# [Work task]
Report back the lines in this listing that carry the string "button".

# [Input material]
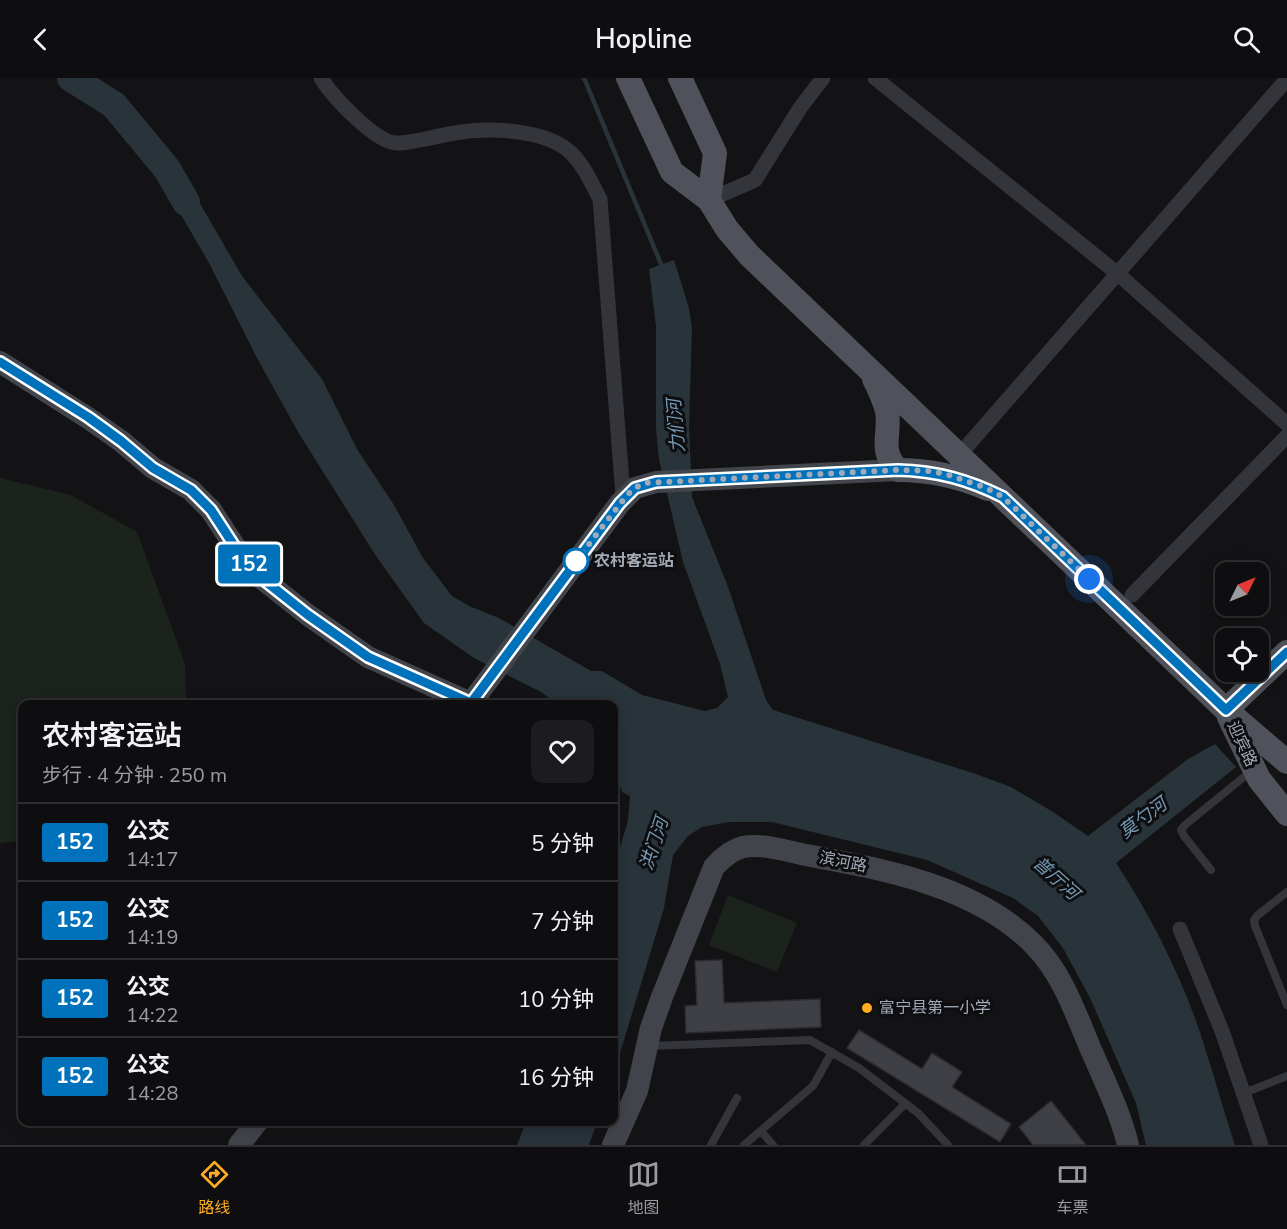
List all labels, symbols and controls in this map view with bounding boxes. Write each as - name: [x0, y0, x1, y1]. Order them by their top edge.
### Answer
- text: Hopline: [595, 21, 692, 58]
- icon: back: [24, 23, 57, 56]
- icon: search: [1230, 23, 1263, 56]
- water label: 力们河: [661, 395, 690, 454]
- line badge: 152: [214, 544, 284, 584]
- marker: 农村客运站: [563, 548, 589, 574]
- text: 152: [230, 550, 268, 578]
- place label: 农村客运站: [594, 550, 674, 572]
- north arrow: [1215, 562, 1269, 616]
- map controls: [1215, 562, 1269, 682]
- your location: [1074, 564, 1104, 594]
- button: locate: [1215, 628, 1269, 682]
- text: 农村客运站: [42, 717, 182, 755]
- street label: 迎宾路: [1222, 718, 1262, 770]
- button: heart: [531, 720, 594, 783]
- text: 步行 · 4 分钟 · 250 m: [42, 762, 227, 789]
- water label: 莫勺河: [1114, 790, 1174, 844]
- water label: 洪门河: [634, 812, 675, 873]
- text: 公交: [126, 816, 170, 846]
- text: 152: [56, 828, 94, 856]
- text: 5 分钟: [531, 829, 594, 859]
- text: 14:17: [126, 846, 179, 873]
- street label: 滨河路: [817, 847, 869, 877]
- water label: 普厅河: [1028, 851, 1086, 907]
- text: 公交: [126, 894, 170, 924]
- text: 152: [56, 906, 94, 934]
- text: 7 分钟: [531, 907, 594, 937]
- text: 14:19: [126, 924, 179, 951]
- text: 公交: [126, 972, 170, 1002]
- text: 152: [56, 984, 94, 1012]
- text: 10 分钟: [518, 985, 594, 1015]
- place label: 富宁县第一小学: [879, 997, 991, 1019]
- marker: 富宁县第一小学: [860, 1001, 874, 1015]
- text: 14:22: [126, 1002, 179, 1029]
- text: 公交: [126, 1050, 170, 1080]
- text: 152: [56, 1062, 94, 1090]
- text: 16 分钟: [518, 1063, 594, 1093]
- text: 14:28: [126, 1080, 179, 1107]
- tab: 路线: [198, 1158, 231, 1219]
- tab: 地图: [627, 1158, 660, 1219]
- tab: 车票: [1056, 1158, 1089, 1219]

# [Result of this exercise]
- button: locate: [1215, 628, 1269, 682]
- button: heart: [531, 720, 594, 783]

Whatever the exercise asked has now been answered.